* _Exercise aim_
Nothing but the records, repeated word for word and free of pictures, belongs in the answer.

[Stored dataset items]
--*--
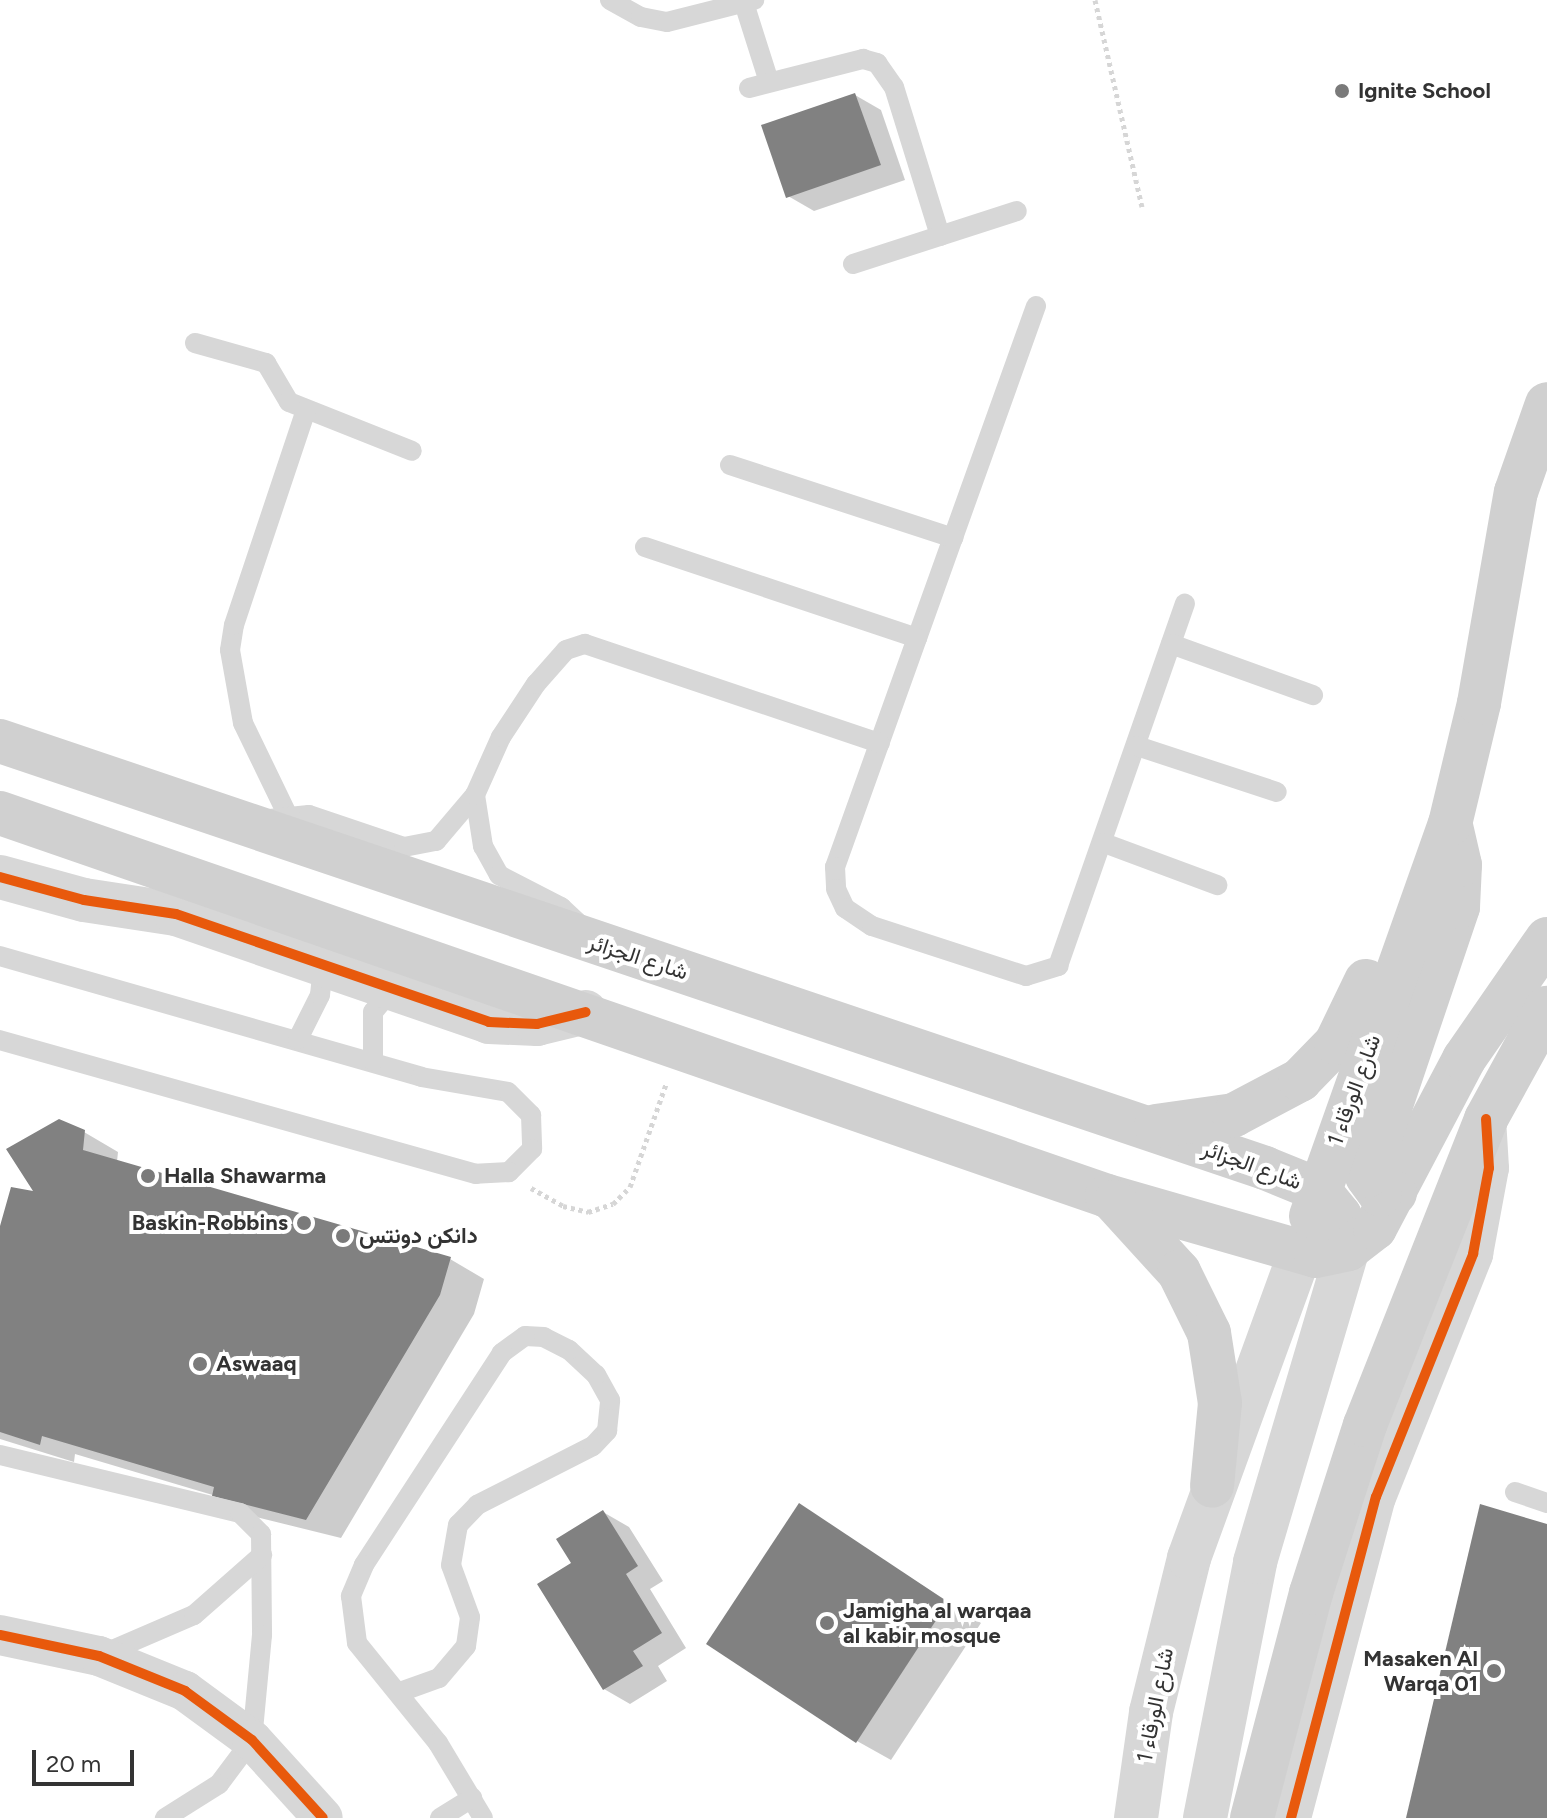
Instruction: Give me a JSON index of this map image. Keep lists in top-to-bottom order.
{
  "streets": {
    "main road": ["شارع الجزائر", "شارع الورقاء 1"]
  },
  "crossings": [
    ["شارع الجزائر", "شارع الورقاء 1"]
  ],
  "places": [
    "Ignite School",
    "Halla Shawarma",
    "Baskin-Robbins",
    "دانكن دونتس",
    "Aswaaq",
    "Jamigha al warqaa al kabir mosque",
    "Masaken Al Warqa 01"
  ],
  "scale_bar": "20 m"
}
--*--
* _Task answer_
Instruction: Give me a JSON index of this map image. Keep lists in top-to-bottom order.
{
  "streets": {
    "main road": ["شارع الجزائر", "شارع الورقاء 1"]
  },
  "crossings": [
    ["شارع الجزائر", "شارع الورقاء 1"]
  ],
  "places": [
    "Ignite School",
    "Halla Shawarma",
    "Baskin-Robbins",
    "دانكن دونتس",
    "Aswaaq",
    "Jamigha al warqaa al kabir mosque",
    "Masaken Al Warqa 01"
  ],
  "scale_bar": "20 m"
}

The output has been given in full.